■ **Problem statement**
Everything from the line containing "Task: Extract the" through the final line of the listing below should be given again, word for word, and nothing else.

■ **Material shown**
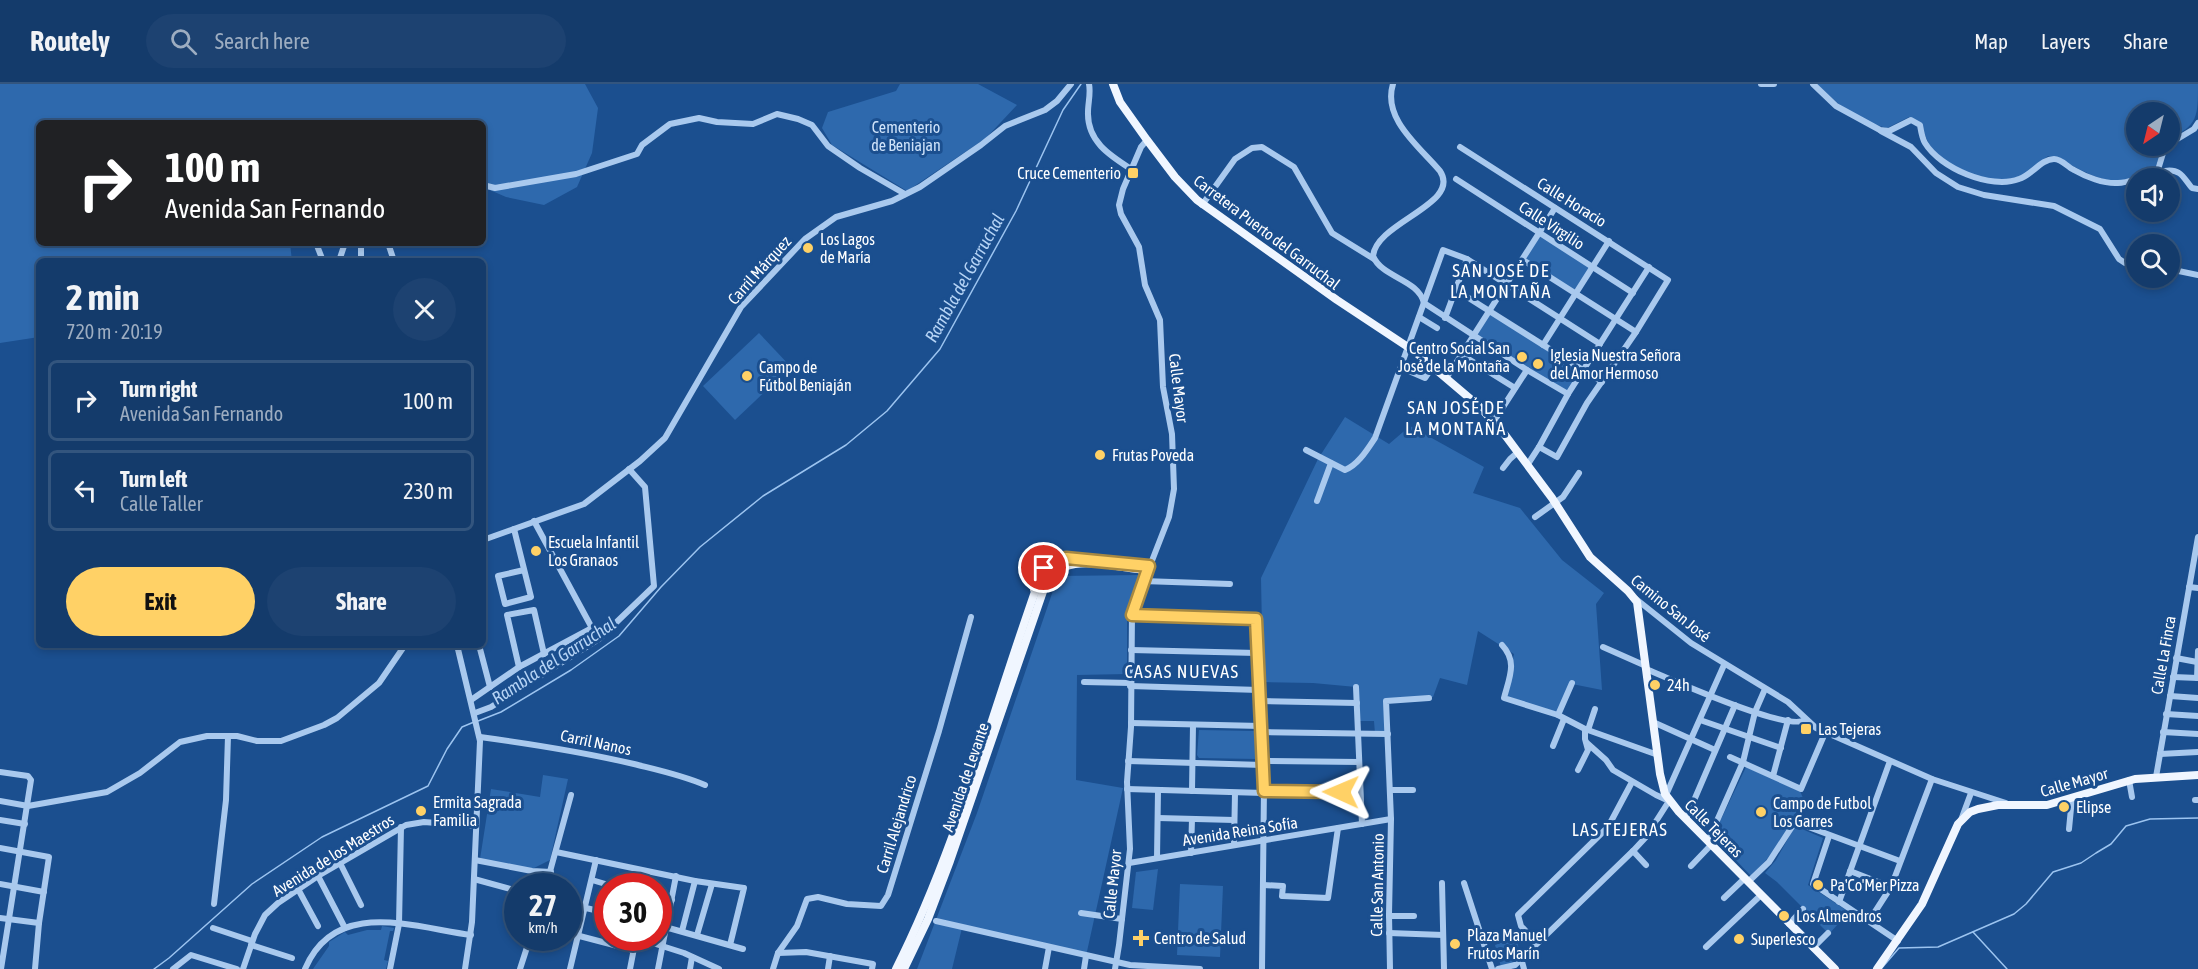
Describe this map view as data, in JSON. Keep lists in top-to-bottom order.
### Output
{
  "streets": {
    "main road": [
      "Carretera Puerto del Garruchal",
      "Calle Mayor",
      "Camino San José",
      "Avenida de Levante",
      "Calle Tejeras"
    ],
    "street": [
      "Calle Horacio",
      "Calle Virgilio",
      "Carril Márquez",
      "Calle La Finca",
      "Carril Nanos",
      "Carril Alejandrico",
      "Avenida Reina Sofía",
      "Avenida de los Maestros",
      "Calle San Antonio"
    ]
  },
  "crossings": [
    ["Carretera Puerto del Garruchal", "Calle Mayor"],
    ["Carretera Puerto del Garruchal", "Camino San José"],
    ["Calle Mayor", "Camino San José"],
    ["Calle Mayor", "Calle La Finca"],
    ["Calle Mayor", "Avenida de Levante"],
    ["Calle Mayor", "Avenida Reina Sofía"],
    ["Camino San José", "Calle Tejeras"],
    ["Avenida Reina Sofía", "Calle San Antonio"]
  ],
  "districts": [
    "SAN JOSÉ DE LA MONTAÑA",
    "SAN JOSÉ DE LA MONTAÑA",
    "CASAS NUEVAS",
    "LAS TEJERAS"
  ],
  "water": ["Rambla del Garruchal"],
  "parks": ["Cementerio de Beniajan"],
  "places": {
    "transit": ["Cruce Cementerio", "Las Tejeras"],
    "other": [
      "Los Lagos de María",
      "Centro Social San José de la Montaña",
      "Iglesia Nuestra Señora del Amor Hermoso",
      "Campo de Fútbol Beniaján",
      "Frutas Poveda",
      "Escuela Infantil Los Granaos",
      "24h",
      "Elipse",
      "Ermita Sagrada Familia",
      "Campo de Futbol Los Garres",
      "Pa'Co'Mer Pizza",
      "Los Almendros",
      "Superlesco",
      "Plaza Manuel Frutos Marín"
    ],
    "health": ["Centro de Salud"]
  },
  "north": "bottom left",
  "page": {
    "header": "Routely",
    "search": "Search here",
    "nav": ["Map", "Layers", "Share"],
    "turn": ["100 m", "Avenida San Fernando"],
    "heading": ["2 min", "720 m · 20:19"],
    "list": [
      {
        "name": "Turn right",
        "note": "Avenida San Fernando",
        "value": "100 m"
      },
      {
        "name": "Turn left",
        "note": "Calle Taller",
        "value": "230 m"
      }
    ],
    "buttons": ["Exit", "Share"],
    "speed": "27 km/h",
    "limit": "30"
  }
}
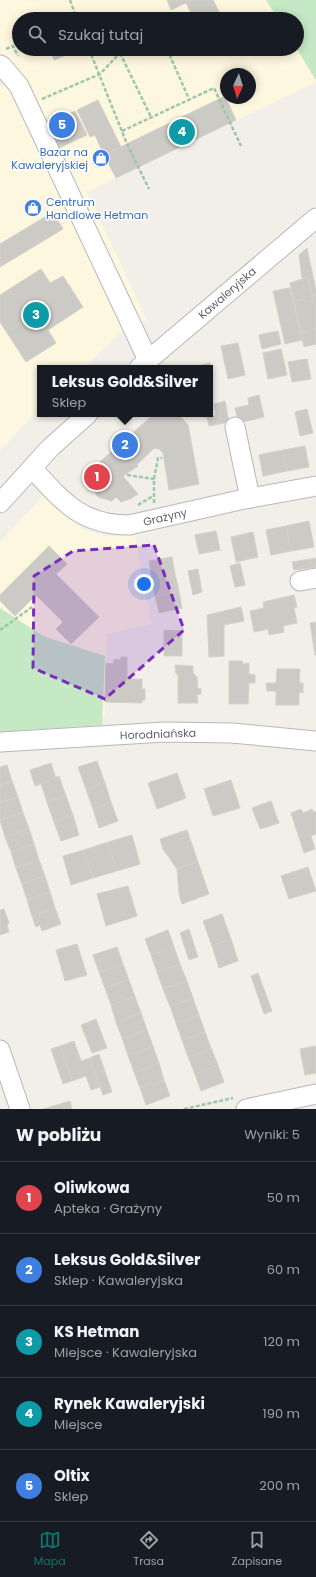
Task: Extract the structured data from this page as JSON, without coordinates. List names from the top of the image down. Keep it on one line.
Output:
{"streets":{"street":["Kawaleryjska","Grażyny","Horodniańska"]},"places":{"shop":["Bazar na Kawaleryjskiej","Centrum Handlowe Hetman"]},"north":"bottom","page":{"search":"Szukaj tutaj","pins":["5","4","3","2","1"],"popup":["Leksus Gold&Silver","Sklep"],"heading":["W pobliżu","Wyniki: 5"],"list":[{"mark":"1","name":"Oliwkowa","note":"Apteka · Grażyny","value":"50 m"},{"mark":"2","name":"Leksus Gold&Silver","note":"Sklep · Kawaleryjska","value":"60 m"},{"mark":"3","name":"KS Hetman","note":"Miejsce · Kawaleryjska","value":"120 m"},{"mark":"4","name":"Rynek Kawaleryjski","note":"Miejsce","value":"190 m"},{"mark":"5","name":"Oltix","note":"Sklep","value":"200 m"}],"nav":["Mapa","Trasa","Zapisane"]}}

■ **Answer space**
Task: Extract the structured data from this page as JSON, without coordinates. List names from the top of the image down. Keep it on one line.
Output:
{"streets":{"street":["Kawaleryjska","Grażyny","Horodniańska"]},"places":{"shop":["Bazar na Kawaleryjskiej","Centrum Handlowe Hetman"]},"north":"bottom","page":{"search":"Szukaj tutaj","pins":["5","4","3","2","1"],"popup":["Leksus Gold&Silver","Sklep"],"heading":["W pobliżu","Wyniki: 5"],"list":[{"mark":"1","name":"Oliwkowa","note":"Apteka · Grażyny","value":"50 m"},{"mark":"2","name":"Leksus Gold&Silver","note":"Sklep · Kawaleryjska","value":"60 m"},{"mark":"3","name":"KS Hetman","note":"Miejsce · Kawaleryjska","value":"120 m"},{"mark":"4","name":"Rynek Kawaleryjski","note":"Miejsce","value":"190 m"},{"mark":"5","name":"Oltix","note":"Sklep","value":"200 m"}],"nav":["Mapa","Trasa","Zapisane"]}}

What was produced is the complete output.